| Study material |
+++
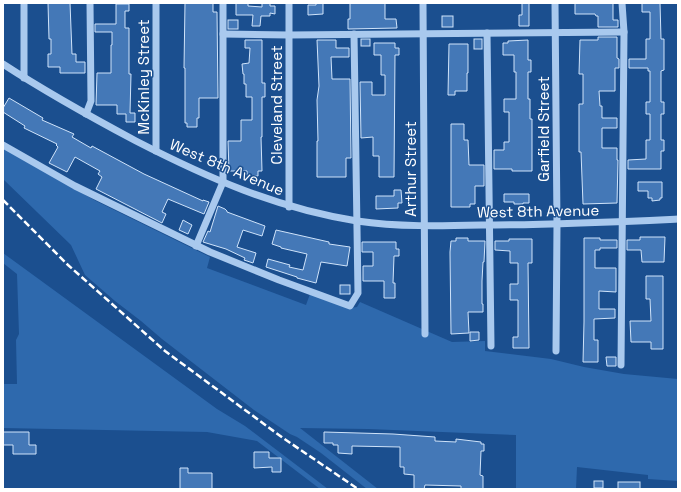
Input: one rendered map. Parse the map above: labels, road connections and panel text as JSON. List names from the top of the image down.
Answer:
+++
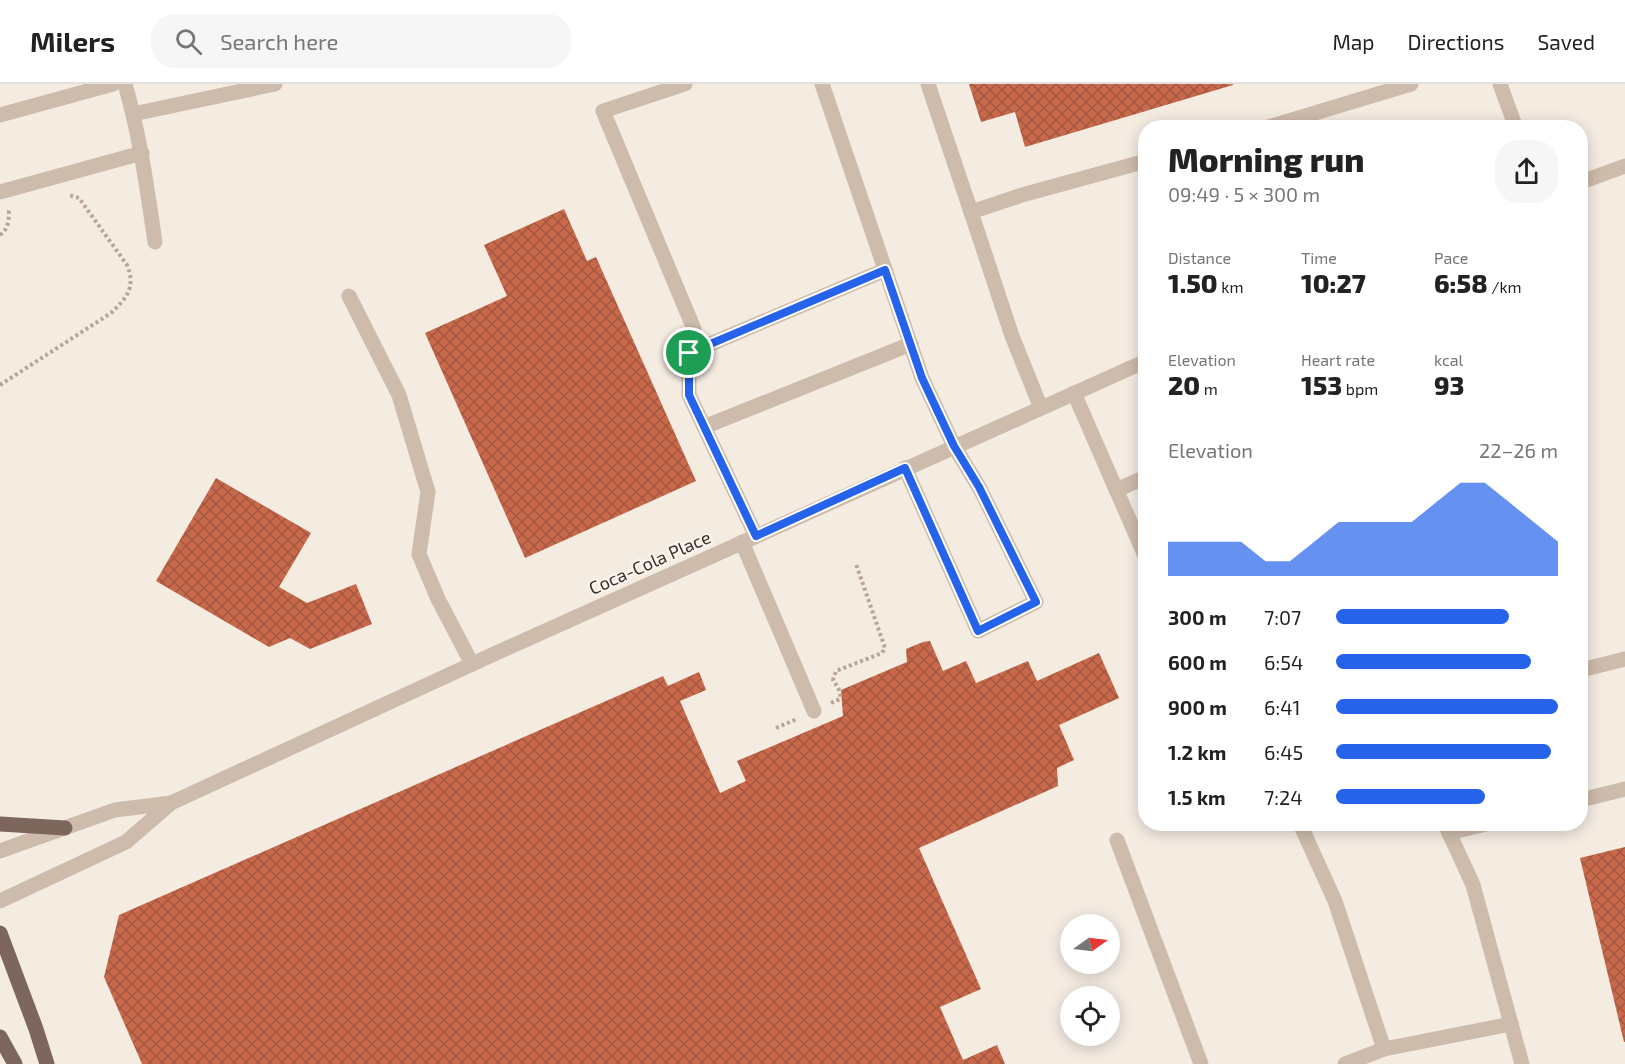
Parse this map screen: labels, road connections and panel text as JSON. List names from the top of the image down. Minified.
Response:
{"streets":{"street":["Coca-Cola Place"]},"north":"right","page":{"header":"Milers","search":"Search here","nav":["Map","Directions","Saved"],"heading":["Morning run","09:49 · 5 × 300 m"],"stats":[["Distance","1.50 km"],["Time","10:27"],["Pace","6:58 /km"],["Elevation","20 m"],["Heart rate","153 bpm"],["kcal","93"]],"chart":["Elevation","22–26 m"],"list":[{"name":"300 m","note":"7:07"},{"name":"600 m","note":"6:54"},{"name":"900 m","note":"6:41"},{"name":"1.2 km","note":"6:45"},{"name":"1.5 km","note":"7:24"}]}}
+++
Give the number of lines above that contain "panel", and nothing more.

| Written solution |
2